STORED DATA:
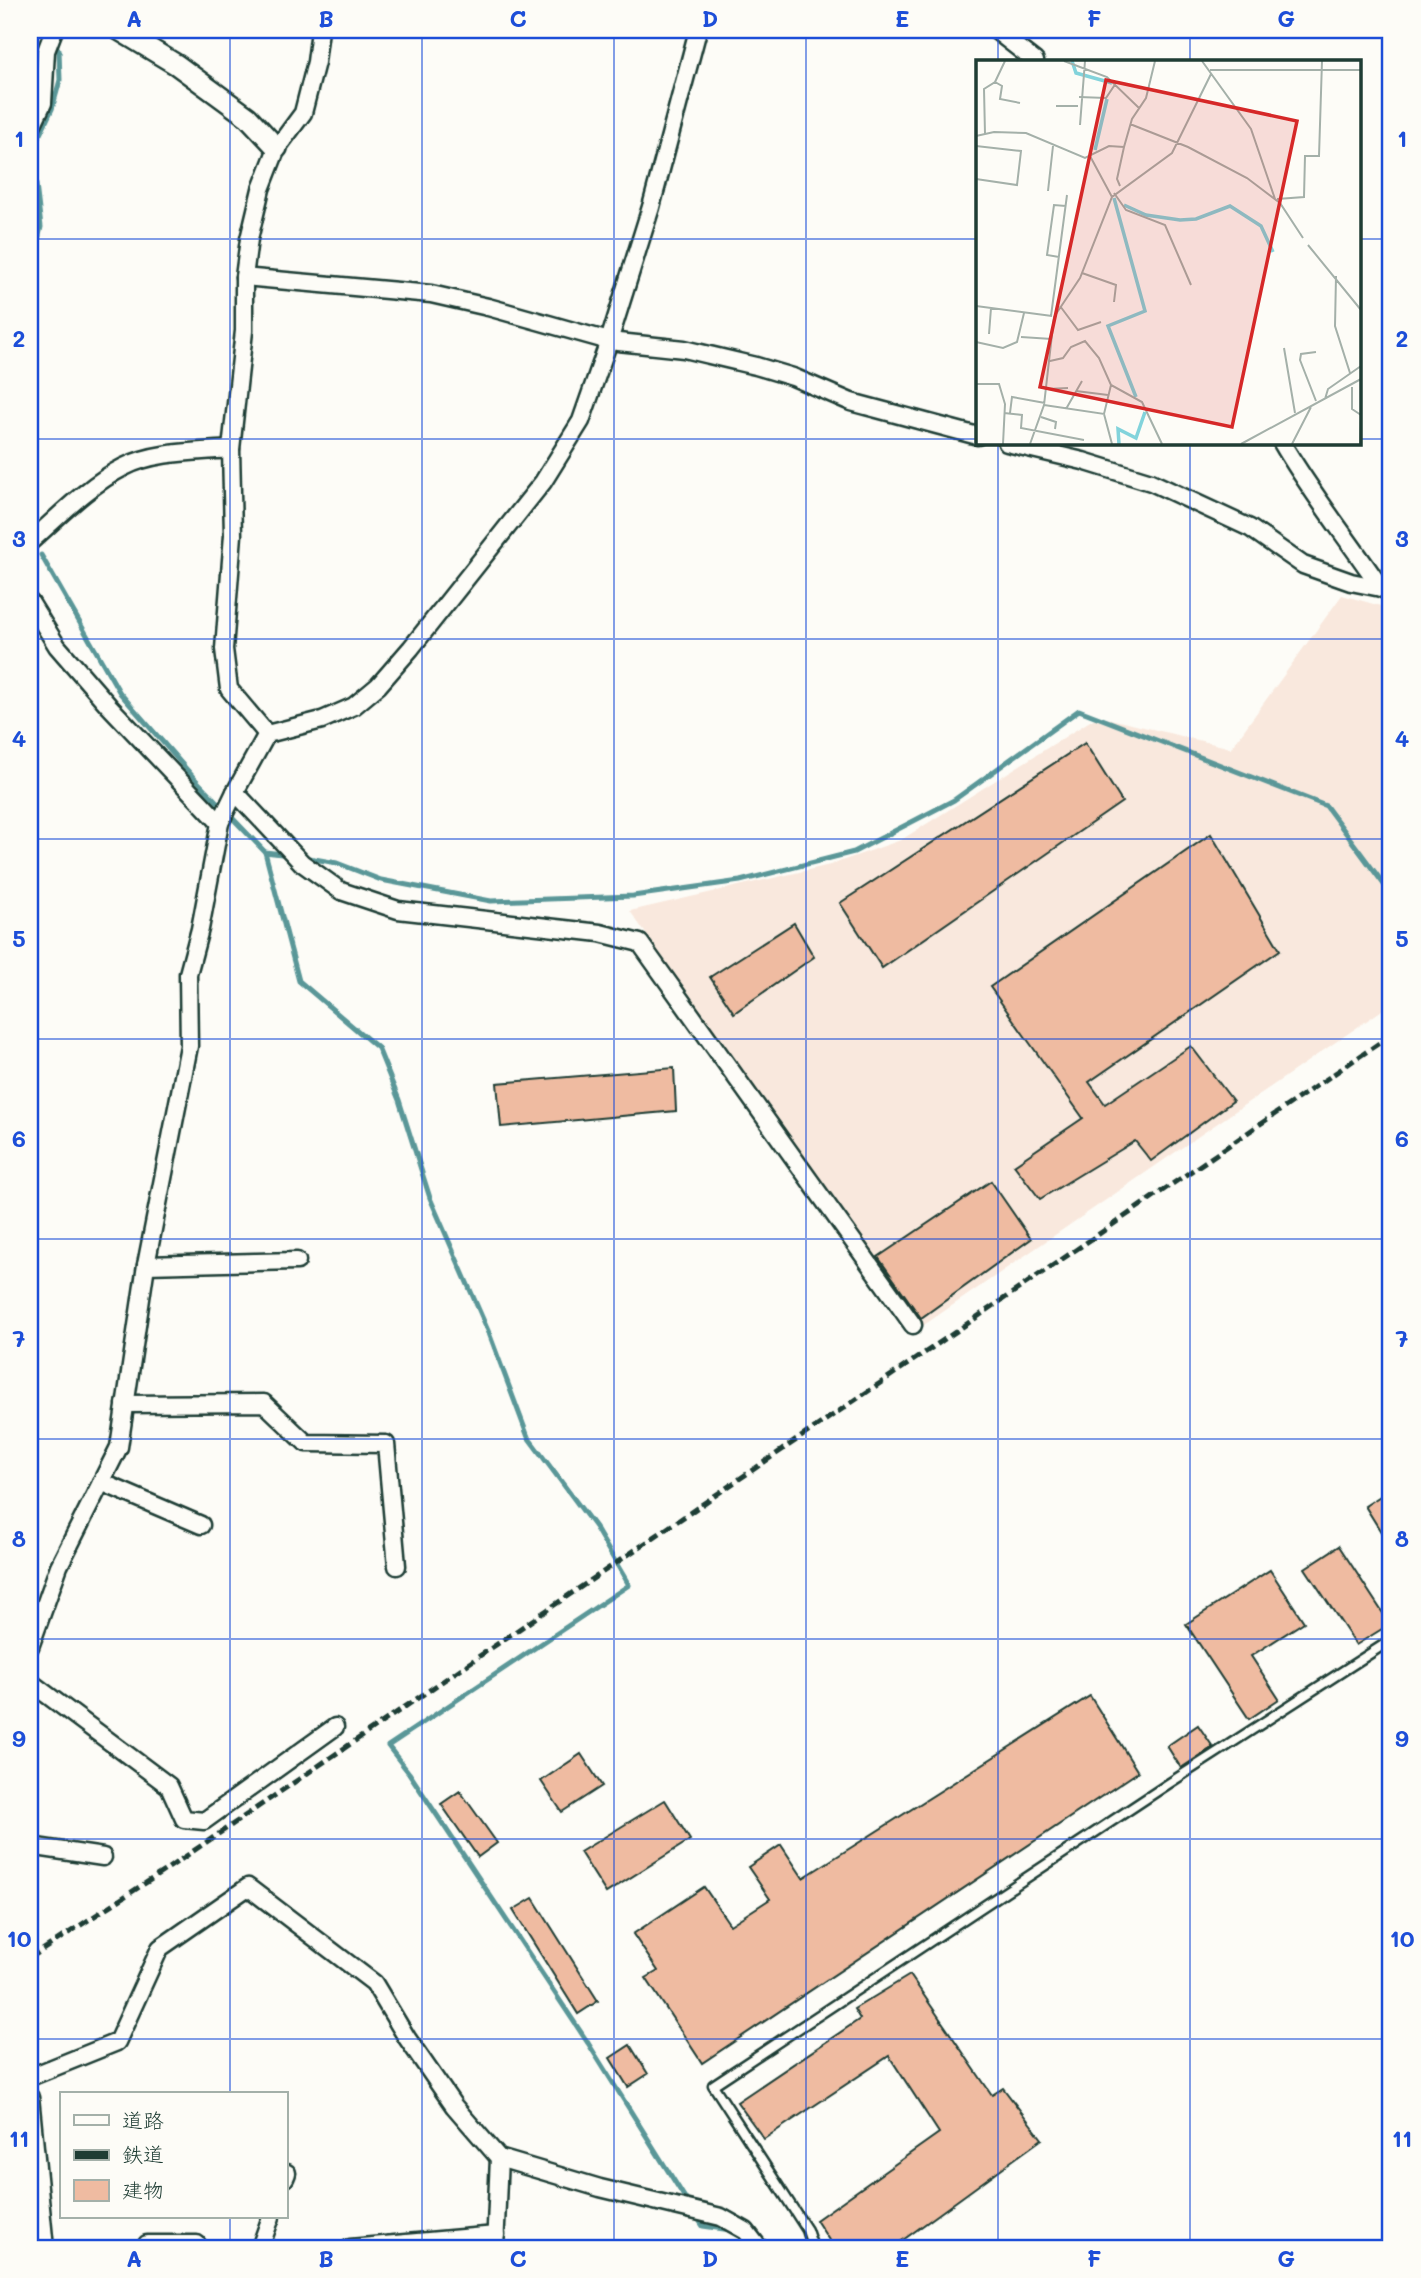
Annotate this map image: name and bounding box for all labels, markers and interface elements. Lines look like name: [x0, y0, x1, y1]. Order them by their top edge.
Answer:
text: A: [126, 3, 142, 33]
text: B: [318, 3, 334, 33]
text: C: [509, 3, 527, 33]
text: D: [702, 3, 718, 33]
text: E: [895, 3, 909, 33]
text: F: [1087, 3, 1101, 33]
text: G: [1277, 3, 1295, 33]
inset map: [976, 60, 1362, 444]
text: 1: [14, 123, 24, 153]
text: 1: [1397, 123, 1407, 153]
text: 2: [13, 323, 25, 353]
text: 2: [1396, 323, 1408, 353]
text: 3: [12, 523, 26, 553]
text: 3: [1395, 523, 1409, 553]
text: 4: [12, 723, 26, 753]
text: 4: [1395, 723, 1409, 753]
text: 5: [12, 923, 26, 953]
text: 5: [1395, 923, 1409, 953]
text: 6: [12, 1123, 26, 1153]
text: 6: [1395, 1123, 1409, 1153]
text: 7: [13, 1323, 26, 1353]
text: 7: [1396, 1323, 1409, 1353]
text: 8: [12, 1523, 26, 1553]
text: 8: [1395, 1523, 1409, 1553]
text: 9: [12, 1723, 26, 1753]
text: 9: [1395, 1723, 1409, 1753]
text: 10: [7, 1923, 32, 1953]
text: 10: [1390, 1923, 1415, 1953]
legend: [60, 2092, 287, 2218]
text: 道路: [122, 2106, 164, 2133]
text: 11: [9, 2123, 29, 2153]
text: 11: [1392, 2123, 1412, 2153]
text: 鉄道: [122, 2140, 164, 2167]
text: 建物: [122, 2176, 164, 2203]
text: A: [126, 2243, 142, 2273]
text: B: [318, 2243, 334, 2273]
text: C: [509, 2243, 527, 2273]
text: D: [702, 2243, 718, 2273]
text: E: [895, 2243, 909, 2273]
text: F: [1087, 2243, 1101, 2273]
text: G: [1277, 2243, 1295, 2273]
---
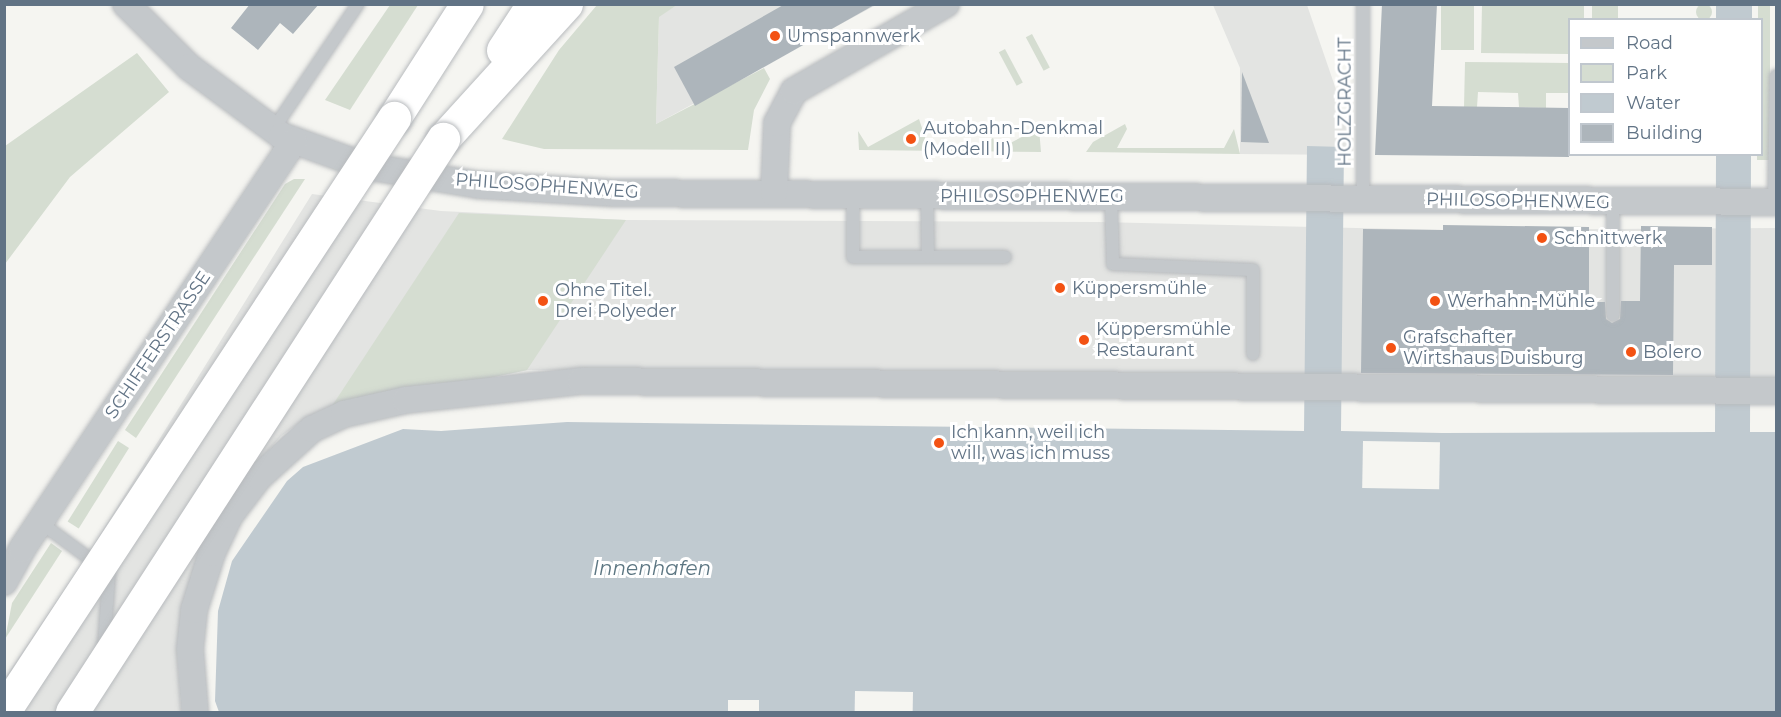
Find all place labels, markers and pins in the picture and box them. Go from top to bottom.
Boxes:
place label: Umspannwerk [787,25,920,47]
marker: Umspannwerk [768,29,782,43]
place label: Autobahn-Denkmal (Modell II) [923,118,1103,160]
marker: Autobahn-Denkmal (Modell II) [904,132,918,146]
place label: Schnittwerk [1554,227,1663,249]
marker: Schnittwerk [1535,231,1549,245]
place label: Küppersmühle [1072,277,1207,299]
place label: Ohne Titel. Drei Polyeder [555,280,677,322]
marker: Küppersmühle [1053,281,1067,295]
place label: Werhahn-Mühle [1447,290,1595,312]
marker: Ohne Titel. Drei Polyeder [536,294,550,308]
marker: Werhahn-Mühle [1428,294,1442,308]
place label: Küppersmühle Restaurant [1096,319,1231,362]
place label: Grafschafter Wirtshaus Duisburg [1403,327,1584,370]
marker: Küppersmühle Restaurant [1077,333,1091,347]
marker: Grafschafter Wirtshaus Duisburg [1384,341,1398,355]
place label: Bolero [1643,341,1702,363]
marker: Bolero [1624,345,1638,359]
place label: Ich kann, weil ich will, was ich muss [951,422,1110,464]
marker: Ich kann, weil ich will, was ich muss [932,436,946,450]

TASK INSTRUCTIONS:
Find how many lines of the records hold the string "will", then give that number by itself.

RESULT FOR THIS TASK:
2